Tuesday, November 20, 2012

Sweet Sweet Man

Gelecek diye fazla heyecanlanmıştım. Evin her tarafını süpürmüş, hatta paspas gibi ileri derecede temizleme operasyonlarına girişmiştim. Temizlik bittikten sonrada evi tek kirletenin kendim olduğunu hatırlayıp, hemen dışarı attım kendimi, sonrasında beraber geldik.

Gergindi, yorgundu. Daha önce de bu ruh halini onda çok görmüştüm. İşiyle ilgili dengeyi kaçıran her kadın gibi, yoğunluktan da etkilenerek, ruhunu teslim etmişti şirketine.

Saçma sapan bir sebepten kızdığını hatırlıyorum. Belki de domino taşlarının birbiri ardına devrilmesi serisini ortadan yakalamıştım bu ilk öfkede. O ilk taşı kimin, nerede, ne zaman devirdiğini çok düşündüm, yoruldum, bulamadım, bıraktım.

Ama belliydi, bir olumsuzluk vardı. Duşunu aldı, artık beni hiç yaralamayan sigarasını içti, biraz dinginleşmiş görünüyordu. Uyumak istediği belliydi.

Siyah çarşafların karanlığının belli olmadığı zifiri karanlıkta saçlarını okşadım. Sarıldım. Öpmek üzere yaklaştığımda göğsümde elini buldum. Afallamıştım, dur diyordu. "Ben sana demiştim vs. vs." hatırlamıyorum, yaşadığım şoktan belki de. Kendince mantıklı sebepleri vardı elbet, ancak ben, onca sevgimle bile onun mantığına uyamadım, onu anlayamadım, anlam veremedim.

Uyuyamadım yanında.

Kalktım, öteki odadaki kanepeye gittim. Nevresim çarşaf vs. ile uğraşmadan bulduğum kötü bir yastıkla uyumak üzereyken onu yanımda buldum. "Gel" diyordu. Kadınları anlamak dedikleri bu olsa gerekti ve ben yapamıyordum. Ona "hayır, yanında sana dokunmadan duramam" dedim.

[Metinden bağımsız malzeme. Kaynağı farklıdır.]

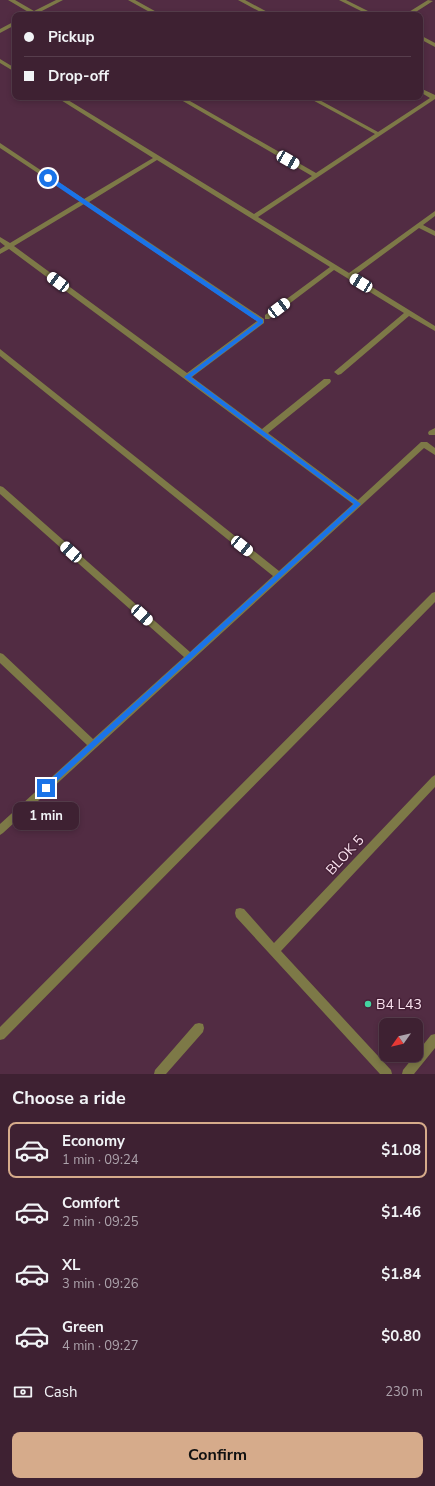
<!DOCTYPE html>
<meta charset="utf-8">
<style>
:root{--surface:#3e2132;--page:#492e3e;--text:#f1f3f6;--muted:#ada3ac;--line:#573e4d;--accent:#d6ab8b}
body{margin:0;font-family:"Nunito Sans",sans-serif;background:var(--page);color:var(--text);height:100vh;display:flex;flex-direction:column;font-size:15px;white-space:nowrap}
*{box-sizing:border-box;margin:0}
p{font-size:13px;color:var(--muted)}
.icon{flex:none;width:22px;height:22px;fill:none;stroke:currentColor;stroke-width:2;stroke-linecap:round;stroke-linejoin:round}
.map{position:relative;height:1074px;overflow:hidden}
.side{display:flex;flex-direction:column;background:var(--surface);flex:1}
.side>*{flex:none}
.guide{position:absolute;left:12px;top:12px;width:411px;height:88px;border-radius:8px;box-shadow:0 2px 6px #0003,0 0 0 1px var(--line);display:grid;align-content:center;height:88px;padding:0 12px;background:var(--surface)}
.needle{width:26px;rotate:236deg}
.buttons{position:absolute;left:379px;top:1018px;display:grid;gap:8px}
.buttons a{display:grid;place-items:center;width:44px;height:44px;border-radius:8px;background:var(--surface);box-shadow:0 2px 6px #0003,0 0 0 1px var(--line);font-size:20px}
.end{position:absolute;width:18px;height:18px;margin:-9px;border:5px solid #1a73e8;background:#fff;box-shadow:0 0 0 2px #fff}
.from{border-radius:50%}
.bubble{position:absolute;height:28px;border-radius:8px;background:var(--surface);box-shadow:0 2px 6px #0003,0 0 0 1px var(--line);font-size:13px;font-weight:700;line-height:28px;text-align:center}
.car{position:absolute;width:12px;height:24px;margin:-12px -6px;border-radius:5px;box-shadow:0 0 3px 1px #0007;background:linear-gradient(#fff 24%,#345 0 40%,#fff 0 76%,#345 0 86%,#fff 0)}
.guide b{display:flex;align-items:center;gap:14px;height:38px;font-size:15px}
.guide b+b{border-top:1px solid var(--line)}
.guide i{width:10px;height:10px;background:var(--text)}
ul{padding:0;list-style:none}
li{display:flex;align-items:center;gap:12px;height:56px;margin:0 8px 6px;padding:0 4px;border:2px solid transparent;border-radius:8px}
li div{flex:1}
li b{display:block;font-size:15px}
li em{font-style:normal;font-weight:700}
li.on{border-color:var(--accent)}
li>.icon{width:36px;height:36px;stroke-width:1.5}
h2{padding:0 12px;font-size:18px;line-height:48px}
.pay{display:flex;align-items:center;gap:10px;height:44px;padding:0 12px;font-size:15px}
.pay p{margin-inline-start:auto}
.primary-button{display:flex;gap:8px;margin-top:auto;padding:8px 12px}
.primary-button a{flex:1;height:46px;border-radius:8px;background:var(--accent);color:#111;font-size:16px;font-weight:700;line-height:46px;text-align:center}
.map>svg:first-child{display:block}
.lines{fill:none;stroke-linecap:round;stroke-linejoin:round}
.street{fill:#7d7947;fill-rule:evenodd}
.route{fill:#1a73e8}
.poi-dot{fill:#44d4a0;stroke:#472238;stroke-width:1.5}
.labels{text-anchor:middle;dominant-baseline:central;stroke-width:3;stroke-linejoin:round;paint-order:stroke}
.near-street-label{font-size:14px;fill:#fbe3f0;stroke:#472238}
.near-poi-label{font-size:14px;fill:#fbe3f0;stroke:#472238;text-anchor:start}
</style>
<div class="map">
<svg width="435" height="1074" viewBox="0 0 435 1074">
<rect width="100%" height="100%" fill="#522c43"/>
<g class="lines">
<!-- street -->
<path class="street" d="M 8,0 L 15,0 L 34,11 L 56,0 L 63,0 L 38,13 L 40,15 L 28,15 L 30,13 Z
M 128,0 L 135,0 L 162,15 L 155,15 Z
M 238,0 L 245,0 L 273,15 L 266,15 Z
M 339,0 L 346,0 L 376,15 L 369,15 Z
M 428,0 L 433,1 L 411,15 L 404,15 Z
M 15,21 L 15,25 L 0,33 L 0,29 Z
M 420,35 L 435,43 L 435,47 L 420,39 Z
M 0,59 L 15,68 L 15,72 L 0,63 Z
M 420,88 L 435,95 L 435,99 L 258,217 L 349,273 L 435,211 L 435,216 L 423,225 L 435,231 L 435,236 L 419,228 L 354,276 L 435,326 L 435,331 L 409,316 L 341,374 L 338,375 L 334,372 L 404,313 L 334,270 L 269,319 L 265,319 L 265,315 L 330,267 L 157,160 L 89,202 L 264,319 L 264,323 L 192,377 L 262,429 L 324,379 L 330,379 L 331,381 L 330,383 L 268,433 L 358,500 L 421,442 L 427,442 L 435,448 L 435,455 L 424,448 L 3,833 L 0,835 L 0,824 L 87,745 L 0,663 L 0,653 L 3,654 L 93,739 L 184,657 L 0,494 L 0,486 L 3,487 L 190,652 L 273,576 L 0,356 L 0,349 L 279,571 L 353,504 L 9,249 L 0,254 L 0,249 L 5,246 L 0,242 L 0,237 L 10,243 L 80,201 L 0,148 L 0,143 L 84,199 L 153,158 L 56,97 L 63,97 L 254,214 L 312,176 L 176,97 L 183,97 L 316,173 L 375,134 L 307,97 L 314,97 L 378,132 L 430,98 L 420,92 ZM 84,204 L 257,321 L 187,373 L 14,246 Z
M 435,428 L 435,435 L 429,435 L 428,433 L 429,431 Z
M 435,592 L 435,602 L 4,1039 L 0,1040 L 0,1027 L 432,593 Z
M 435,775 L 435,787 L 281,951 L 391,1070 L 392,1074 L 380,1074 L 236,917 L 235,913 L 236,909 L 240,908 L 244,909 L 274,943 L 432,777 Z
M 199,1023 L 203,1024 L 204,1028 L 203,1032 L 166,1074 L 154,1074 L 155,1070 L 195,1024 Z
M 435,1034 L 435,1048 L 414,1074 L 402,1074 L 403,1070 L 431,1035 Z"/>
</g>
<!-- route -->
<path class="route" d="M 46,176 L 50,176 L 263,320 L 263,323 L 191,377 L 361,504 L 46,791 L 44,790 L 44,785 L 354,504 L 184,377 L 258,322 L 46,179 Z"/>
<!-- markers -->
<circle class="poi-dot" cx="368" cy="1004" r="4"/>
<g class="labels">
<!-- near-street labels -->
<g class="near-street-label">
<text transform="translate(345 855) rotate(-47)">BLOK 5</text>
</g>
<!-- near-poi labels -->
<g class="near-poi-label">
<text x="376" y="1004">B4 L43</text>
</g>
</g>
</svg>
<div class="buttons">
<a><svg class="needle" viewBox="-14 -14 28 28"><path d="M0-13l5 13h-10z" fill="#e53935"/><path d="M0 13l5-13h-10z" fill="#ada3ac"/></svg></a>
</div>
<i class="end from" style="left:48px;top:178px"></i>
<i class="end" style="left:46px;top:788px"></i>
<div class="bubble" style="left:13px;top:802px;width:66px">1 min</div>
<i class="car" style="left:288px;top:160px;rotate:120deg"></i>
<i class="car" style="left:58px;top:282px;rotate:307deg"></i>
<i class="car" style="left:361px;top:283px;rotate:301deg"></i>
<i class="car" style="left:279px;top:308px;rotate:53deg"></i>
<i class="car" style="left:242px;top:546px;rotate:129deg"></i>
<i class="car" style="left:71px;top:552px;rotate:312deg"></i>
<i class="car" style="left:142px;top:615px;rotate:132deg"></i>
<div class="guide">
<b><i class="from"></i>Pickup</b>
<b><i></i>Drop-off</b>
</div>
</div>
<section class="side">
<h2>Choose a ride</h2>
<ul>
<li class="on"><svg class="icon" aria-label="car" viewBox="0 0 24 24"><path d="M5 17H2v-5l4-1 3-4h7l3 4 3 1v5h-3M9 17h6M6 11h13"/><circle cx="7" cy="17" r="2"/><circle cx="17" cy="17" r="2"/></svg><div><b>Economy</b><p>1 min · 09:24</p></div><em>$1.08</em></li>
<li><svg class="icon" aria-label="car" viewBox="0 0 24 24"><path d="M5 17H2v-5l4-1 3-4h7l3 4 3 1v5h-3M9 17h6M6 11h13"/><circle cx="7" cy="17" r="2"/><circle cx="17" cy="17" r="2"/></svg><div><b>Comfort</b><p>2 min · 09:25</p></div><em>$1.46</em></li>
<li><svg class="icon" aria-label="car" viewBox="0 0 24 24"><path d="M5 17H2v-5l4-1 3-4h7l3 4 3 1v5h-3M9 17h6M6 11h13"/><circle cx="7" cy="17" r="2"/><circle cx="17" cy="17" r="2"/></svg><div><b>XL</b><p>3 min · 09:26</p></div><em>$1.84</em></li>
<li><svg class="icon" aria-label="car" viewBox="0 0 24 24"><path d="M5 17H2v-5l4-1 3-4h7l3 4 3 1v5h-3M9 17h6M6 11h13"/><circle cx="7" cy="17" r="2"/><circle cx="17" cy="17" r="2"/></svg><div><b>Green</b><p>4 min · 09:27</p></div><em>$0.80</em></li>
</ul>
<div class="pay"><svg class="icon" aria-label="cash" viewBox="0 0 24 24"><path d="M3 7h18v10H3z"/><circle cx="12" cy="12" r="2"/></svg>Cash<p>230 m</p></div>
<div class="primary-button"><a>Confirm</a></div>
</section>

Yanıma eğildi, hafif bir gülümseme ile, belki bir annenin çocuğunu severcesine, "Sen çok iyi bir adamsın, seni kaybetmek istemiyorum" diyordu. Bu bir tiyatro sahnesi olmalıydı. Bu kadar dengesiz olmamalıydı. Devam ediyordu "Lütfen gel".

Madem ki bir tiyatro idi ve madem ki çok da sevmediğim, kötü bir tiyatro idi, en çabuk yoldan bitirmek için oyuna katılmak zorunda kaldım. Beraber geri döndük, aylar öncesinde "uyan hadi, kahvaltı vakti" diyerek bana sımsıkı sarıldığı ve sürekli böyle sarılan bir çizgi film karakterini anlattığı yatağa geri döndük. Yanında ölü bir beden gibi uzanarak uyumak zorunda kaldım, bitmesini istediğim bir gündü. Basit bir istekti, tabi ki bitecekti.

Sabah alışkanlıktan sarılarak uyandım. Öptüm, bu sefer tepki vermediğini farketmedim. Dün akşam yaşanan neydi? Rüya olmalıydı. Ya da farklı birisi? İşe geç kalmadığım hafta içi günlerde ve hafta sonlarında olduğu gibiydi her şey, uykuluydum hala, dün geceyi hatırlamıyordum, bu yüzden standart bir sevişme olmuştu.

Bunun bir tekrarını yaşayamam demiştim. Kaldığı öteki gece de tekrarı oldu.

En az birimiz karaktersizdik. İçimdeki masum hisler yok olmuştu. Onun pürüzsüzlüğü ilk o gece zedelenmişti. Mide bulandırıcı bir tiyatronun kurbanı mıydım? Basit düşünüp "yaşadığımız güzel şeyleri düşünmek" bana göre değildi. Kaldı ki çok zor biriken her şey birden mahvedilebiliyordu.

Bir sevgiyi bitirmek için yapılması gereken bir kaç şey var. Öncelikle sevginin başladığı düşünen temel "kaynak"lara saldırılır. Ve bu karaktersizlik ve olmamışlık kurduğum hayaller imparatorluğunu yıkmaya yetti.

Bir tek saygısızlık yapmadığı kalmıştı yine de. Konuşuluyordu arada onunla. Oysa aylar sonra onu da yaparak tüm ihtişamını kaybedecekti. İnsanlara değer vermenin zor olduğu bu dünyada basit kelimesinin iyi olmadığını anlaması zor değildi.